And … whew … yeah. Me, too.

As I sit with this (uncomfortable) thought, there are a couple of things I’m drawing from it.

One … I’m reminded (again) that the future is always unknowable, even in times that felt as though they were more predictable than this one we’re living in now.

Two … I’m reminded of the notion that — for me, given the particular quirks of my internal composition — my attempts to predict the future are almost always about me making futile attempts at controlling it. Or at least feeling like I have enough of an inside-track knowledge about it that I can brace myself to control how much pain or discomfort it might bring me. Which — given the nature of its unknowableness — is such a huge waste of my energy.

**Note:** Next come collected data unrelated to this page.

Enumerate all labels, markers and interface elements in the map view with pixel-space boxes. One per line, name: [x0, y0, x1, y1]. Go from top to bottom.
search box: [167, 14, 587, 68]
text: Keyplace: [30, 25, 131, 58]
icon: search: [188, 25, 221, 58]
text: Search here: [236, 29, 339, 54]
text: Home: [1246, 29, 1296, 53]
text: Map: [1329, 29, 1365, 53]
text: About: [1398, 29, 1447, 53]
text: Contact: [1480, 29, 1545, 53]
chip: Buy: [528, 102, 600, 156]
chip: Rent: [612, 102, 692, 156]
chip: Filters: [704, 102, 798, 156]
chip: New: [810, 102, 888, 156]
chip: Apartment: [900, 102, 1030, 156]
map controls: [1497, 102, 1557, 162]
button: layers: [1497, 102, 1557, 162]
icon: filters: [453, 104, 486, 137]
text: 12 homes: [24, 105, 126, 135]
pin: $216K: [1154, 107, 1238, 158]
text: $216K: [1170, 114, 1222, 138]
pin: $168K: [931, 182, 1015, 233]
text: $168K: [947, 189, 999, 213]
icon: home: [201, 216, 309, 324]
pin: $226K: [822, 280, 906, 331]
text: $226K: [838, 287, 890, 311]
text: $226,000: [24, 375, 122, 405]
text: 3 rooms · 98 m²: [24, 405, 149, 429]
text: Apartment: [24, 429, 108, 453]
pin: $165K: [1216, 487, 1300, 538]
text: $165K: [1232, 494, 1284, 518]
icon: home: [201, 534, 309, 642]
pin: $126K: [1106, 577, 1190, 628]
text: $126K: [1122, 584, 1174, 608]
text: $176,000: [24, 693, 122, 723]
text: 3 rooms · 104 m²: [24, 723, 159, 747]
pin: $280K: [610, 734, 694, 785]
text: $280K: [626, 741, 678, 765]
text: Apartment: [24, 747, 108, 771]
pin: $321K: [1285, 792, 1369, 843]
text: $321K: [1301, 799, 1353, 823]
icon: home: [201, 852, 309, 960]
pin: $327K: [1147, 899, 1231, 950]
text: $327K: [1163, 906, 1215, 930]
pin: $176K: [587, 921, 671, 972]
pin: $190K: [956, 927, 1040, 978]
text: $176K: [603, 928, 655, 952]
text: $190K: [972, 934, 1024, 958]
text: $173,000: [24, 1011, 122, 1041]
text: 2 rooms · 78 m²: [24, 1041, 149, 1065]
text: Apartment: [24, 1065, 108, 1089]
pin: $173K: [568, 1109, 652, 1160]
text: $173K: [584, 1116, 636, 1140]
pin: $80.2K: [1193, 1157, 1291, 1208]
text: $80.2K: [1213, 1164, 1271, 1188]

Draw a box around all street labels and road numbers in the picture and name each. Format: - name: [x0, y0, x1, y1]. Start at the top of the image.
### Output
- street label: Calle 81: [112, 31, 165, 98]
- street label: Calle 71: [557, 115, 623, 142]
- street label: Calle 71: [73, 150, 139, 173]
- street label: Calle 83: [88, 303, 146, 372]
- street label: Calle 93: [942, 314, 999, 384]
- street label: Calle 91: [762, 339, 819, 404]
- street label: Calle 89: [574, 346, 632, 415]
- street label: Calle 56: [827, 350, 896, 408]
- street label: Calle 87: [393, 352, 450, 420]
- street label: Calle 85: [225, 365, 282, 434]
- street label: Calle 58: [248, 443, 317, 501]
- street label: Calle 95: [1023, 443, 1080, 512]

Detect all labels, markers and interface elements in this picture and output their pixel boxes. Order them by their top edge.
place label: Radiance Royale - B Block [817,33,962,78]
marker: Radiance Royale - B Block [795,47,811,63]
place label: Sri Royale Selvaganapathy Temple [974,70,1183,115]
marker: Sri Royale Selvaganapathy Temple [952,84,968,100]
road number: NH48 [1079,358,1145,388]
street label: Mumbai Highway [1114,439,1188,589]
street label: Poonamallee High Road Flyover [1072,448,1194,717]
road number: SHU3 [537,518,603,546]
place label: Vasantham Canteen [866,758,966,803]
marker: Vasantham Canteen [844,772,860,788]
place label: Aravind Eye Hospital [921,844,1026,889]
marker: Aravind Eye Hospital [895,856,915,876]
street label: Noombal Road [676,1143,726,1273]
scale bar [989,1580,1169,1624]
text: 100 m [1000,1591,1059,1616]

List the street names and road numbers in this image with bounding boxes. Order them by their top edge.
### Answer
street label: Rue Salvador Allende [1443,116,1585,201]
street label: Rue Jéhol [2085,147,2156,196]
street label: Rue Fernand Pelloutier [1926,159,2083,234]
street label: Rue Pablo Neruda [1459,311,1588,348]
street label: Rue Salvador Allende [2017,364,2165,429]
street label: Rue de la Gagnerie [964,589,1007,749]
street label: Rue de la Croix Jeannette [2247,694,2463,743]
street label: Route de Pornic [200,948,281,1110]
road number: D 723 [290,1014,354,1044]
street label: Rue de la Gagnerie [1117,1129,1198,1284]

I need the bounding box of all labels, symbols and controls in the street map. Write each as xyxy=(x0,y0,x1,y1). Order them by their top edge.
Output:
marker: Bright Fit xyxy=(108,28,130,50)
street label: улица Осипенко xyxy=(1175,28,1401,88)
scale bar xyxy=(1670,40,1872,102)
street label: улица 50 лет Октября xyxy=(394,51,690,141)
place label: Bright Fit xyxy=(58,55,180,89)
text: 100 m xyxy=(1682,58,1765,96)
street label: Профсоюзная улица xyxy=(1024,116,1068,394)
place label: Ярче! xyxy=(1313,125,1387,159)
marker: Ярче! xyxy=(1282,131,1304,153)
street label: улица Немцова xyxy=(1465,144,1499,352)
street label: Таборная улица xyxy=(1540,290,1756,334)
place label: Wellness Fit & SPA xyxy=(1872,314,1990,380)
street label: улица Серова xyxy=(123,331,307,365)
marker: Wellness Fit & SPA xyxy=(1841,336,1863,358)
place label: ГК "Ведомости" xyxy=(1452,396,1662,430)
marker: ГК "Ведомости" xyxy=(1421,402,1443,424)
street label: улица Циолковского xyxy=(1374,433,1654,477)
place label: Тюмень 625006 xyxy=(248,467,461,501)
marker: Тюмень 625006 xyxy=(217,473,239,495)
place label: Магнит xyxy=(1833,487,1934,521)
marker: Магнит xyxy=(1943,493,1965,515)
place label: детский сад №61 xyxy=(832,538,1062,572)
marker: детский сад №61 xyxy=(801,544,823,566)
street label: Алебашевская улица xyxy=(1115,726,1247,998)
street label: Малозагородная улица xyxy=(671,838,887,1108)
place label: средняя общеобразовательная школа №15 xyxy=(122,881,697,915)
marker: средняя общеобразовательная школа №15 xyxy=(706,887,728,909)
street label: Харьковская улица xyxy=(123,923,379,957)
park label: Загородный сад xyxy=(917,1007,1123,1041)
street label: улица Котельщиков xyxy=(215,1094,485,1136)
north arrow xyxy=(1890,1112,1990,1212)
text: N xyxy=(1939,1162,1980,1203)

Three … I’m reminded that now, as always, that what is real exists only in the present moment. The past is an illusion stored in the fallible memory schemes of our brains; and the future is unwritten. All. That. Is. Real. Is. Now.


And so … I’m working, every day,
to live as much in Nowness as I can.
To let it be as full as it is.
To allow myself to experience the fullness of it.
To listen to it.
And to keep listening.


None of us knows where this goes. But we are here, in it. We all have the opportunity to listen to what this time is telling us. And we all get to choose each next right step forward, one at a time, toward the lives we want to live, and toward the world we want to make together, in this time and after it.

Looking up at the clock, it’s now that time of day when I need to get my voice warmed up and ready for tonight’s concert. So I’ll sign off for now, with a kiss blown your direction and a promise to talk to you again soon.